Speeches, etc.

Margaret Thatcher

Speech to Coventry Conservatives

Document type: Speeches, interviews, etc.
Venue: Hotel Leofric, Coventry, West Midlands
Source: Coventry Evening Telegraph, 4 March 1966
Editorial comments: Lunch. A summary of the article is given, but all of MT’s direct quotes are included.
Importance ranking: Major
Word count: 354
Themes: Conservatism, Economic policy - theory and process, General Elections, Privatized & state industries, Public spending & borrowing, Labour Party & socialism

M.P. warns of ‘further slice of Socialism’

Editorial summary; direct quotes from MT given in full: MT spoke to the monthly meeting of the Greyfriars Luncheon Club of Coventry South Conservative Association at the Hotel Leofric yesterday, saying the key issue of the General Election would be “whether or not we are to have a further large slice of Socialism, more State control over the lives of men and women.”

“We are having an election because Mr. Wilson realises that he is at the absolute end of the period when he can blame us for the things he has done wrong; from now on he is on his own.

“The fact that we still have an economic crisis shows that his measures have not succeeded. The situation now is virtually the same as when he took office.

“What may well happen is what happened after the last period of Labour government; they borrow the money, the Conservatives have to make it and repay it.”

Overseas Investments

MT said Labour would fight the election on what they called “their inheritance” —, which had been a prosperous one, with a rising standard of living the like of which the nation had never had before.

“We got rid of the controls and debts they left, and built up reserves to £11,000 million in overseas investments.” She noted also the housing, hospitals and roads programmes that Mr. Wilson “inherited.”

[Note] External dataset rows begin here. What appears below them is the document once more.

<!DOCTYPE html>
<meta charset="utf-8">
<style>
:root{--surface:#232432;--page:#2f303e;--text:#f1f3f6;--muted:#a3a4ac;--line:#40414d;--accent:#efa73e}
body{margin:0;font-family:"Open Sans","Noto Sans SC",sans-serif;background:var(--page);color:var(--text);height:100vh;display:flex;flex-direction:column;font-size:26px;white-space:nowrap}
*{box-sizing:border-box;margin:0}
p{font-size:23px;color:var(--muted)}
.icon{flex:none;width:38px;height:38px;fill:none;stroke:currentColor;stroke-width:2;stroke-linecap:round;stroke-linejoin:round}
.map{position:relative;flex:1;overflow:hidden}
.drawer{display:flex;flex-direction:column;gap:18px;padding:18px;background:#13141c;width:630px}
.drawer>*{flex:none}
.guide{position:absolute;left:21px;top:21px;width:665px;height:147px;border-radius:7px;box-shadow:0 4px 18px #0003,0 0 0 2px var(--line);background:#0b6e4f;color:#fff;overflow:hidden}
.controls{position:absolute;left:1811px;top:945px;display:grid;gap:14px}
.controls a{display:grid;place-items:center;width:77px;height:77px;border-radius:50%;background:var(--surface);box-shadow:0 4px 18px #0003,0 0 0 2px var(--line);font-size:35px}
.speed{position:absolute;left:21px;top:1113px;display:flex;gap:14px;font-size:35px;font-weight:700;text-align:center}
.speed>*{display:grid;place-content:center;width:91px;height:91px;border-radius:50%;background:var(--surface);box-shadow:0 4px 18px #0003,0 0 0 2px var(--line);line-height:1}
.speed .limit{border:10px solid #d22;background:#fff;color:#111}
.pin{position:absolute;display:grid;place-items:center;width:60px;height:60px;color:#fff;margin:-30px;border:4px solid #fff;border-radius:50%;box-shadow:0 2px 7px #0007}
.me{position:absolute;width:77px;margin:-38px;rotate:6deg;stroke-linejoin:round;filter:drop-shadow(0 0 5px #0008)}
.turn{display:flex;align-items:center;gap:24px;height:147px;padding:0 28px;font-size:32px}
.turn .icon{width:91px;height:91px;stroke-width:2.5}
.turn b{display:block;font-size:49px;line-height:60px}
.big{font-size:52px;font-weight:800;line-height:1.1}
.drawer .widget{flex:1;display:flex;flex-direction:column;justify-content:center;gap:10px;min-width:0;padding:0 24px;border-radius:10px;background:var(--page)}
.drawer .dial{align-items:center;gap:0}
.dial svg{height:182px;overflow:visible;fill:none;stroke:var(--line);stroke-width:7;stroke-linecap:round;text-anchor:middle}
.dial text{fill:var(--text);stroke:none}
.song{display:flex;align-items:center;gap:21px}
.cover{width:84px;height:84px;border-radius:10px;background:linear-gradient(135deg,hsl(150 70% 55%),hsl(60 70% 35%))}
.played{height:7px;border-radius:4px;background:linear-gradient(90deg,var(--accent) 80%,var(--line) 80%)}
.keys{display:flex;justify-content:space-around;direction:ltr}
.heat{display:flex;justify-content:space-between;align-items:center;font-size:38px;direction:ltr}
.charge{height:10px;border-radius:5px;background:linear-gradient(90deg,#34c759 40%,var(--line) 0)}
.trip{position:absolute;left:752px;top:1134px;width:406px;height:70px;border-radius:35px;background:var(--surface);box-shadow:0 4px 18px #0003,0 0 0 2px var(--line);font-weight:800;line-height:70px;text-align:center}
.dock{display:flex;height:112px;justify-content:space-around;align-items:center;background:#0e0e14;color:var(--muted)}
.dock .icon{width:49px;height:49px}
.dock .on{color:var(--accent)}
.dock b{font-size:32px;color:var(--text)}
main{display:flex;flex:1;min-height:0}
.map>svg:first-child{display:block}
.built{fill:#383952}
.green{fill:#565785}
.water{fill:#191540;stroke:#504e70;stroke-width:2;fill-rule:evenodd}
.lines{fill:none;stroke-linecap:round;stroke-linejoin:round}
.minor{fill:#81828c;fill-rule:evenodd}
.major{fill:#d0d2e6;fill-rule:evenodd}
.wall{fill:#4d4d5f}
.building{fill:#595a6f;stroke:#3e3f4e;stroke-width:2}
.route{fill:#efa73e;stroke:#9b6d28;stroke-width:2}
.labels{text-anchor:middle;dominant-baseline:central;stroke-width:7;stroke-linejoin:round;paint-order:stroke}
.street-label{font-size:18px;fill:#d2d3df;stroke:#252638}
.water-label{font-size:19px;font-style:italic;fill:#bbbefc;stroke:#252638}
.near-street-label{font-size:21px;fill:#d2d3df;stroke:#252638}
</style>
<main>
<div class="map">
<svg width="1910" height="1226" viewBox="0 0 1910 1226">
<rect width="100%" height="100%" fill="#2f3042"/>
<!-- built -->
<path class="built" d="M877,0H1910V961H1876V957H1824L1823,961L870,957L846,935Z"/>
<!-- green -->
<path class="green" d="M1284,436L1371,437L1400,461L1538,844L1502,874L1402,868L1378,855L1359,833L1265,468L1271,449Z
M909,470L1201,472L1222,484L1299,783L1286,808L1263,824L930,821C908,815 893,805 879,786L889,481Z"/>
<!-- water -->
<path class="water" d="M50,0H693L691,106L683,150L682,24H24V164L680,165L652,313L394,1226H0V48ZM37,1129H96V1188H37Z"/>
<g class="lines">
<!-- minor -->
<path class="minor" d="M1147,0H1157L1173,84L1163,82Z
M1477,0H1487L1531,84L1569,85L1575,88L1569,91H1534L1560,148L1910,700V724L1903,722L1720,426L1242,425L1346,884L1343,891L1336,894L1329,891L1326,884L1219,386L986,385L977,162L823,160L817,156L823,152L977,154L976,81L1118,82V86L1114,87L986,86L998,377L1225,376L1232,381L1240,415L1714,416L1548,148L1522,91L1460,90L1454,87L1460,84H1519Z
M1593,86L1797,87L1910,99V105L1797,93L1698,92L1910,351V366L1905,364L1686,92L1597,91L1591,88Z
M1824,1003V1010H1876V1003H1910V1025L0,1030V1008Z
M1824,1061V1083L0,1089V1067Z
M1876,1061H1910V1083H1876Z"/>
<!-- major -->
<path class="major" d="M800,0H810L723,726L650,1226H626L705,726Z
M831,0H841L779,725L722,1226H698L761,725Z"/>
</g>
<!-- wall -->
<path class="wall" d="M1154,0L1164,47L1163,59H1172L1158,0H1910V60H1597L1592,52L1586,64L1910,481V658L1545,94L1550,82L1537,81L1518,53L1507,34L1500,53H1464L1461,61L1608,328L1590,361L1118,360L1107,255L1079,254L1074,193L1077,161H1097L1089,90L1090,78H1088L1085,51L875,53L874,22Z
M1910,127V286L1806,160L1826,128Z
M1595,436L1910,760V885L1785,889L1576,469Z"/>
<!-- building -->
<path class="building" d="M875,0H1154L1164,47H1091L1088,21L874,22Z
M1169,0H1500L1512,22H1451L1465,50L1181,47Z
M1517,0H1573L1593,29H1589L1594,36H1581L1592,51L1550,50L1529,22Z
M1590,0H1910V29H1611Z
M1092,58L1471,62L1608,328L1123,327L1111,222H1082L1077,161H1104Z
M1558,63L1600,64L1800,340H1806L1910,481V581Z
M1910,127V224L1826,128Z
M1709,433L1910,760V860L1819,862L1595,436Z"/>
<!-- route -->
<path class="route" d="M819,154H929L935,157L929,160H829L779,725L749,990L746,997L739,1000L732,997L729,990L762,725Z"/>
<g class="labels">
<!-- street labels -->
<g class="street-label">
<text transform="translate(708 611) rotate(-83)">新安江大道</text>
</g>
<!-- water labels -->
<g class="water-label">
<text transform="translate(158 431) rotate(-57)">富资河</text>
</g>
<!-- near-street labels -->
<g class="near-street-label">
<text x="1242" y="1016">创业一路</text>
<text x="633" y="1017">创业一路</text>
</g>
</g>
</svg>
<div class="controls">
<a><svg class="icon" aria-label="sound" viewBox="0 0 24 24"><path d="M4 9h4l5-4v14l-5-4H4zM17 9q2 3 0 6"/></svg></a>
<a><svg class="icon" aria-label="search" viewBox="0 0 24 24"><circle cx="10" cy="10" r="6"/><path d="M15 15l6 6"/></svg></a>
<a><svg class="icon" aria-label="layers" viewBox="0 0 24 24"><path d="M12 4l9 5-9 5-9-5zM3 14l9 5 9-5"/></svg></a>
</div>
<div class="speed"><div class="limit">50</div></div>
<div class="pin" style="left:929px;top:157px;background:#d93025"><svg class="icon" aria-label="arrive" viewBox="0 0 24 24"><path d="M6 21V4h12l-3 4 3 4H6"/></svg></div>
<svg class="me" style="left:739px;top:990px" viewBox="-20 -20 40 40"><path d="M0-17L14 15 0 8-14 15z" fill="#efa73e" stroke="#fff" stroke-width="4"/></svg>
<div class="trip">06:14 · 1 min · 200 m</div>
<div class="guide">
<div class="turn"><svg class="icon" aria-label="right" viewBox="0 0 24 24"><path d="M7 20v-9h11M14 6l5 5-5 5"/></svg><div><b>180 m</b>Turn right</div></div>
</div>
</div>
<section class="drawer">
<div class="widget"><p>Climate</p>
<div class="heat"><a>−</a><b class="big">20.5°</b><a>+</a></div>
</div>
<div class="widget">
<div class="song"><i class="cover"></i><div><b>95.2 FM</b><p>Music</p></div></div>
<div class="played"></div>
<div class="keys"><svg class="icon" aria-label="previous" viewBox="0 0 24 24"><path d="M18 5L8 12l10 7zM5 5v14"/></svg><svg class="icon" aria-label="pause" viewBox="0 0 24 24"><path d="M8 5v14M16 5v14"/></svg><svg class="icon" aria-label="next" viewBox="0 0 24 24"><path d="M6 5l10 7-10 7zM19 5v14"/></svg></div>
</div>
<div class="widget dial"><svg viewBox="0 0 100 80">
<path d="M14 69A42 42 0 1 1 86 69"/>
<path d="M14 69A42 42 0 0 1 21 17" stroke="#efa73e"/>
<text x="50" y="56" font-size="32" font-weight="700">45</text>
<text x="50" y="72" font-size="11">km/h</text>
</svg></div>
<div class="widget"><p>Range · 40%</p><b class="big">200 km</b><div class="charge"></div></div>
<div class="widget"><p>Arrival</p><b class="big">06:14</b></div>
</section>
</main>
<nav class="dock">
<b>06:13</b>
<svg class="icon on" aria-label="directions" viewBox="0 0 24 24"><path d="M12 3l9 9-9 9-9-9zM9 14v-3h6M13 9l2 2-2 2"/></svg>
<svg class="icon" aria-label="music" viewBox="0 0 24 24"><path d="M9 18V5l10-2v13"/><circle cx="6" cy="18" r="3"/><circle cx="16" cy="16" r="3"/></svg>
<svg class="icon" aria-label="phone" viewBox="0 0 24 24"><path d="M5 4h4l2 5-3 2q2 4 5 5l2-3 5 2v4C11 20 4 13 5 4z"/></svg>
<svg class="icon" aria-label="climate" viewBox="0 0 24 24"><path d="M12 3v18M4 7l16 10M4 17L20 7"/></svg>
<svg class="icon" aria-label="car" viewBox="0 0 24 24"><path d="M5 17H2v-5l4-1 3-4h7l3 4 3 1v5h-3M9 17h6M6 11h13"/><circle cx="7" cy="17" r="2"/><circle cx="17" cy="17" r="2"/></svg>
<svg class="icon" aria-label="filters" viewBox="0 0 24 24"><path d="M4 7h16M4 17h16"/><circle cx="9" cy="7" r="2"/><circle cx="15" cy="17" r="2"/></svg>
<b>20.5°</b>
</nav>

Foreseeing the nationalisation of steel if Labour returned to office, MT warned that nationalisation was only one method of achieving a particular end—an all-powerful Government over the lives and jobs of individuals.

Other methods included buying shares in large companies, and by the proposed Land Commission, which would increase the price of land and lead to property owners being taxed for building extensions on their own land, since it would have the power to take over land which had already received planning permission.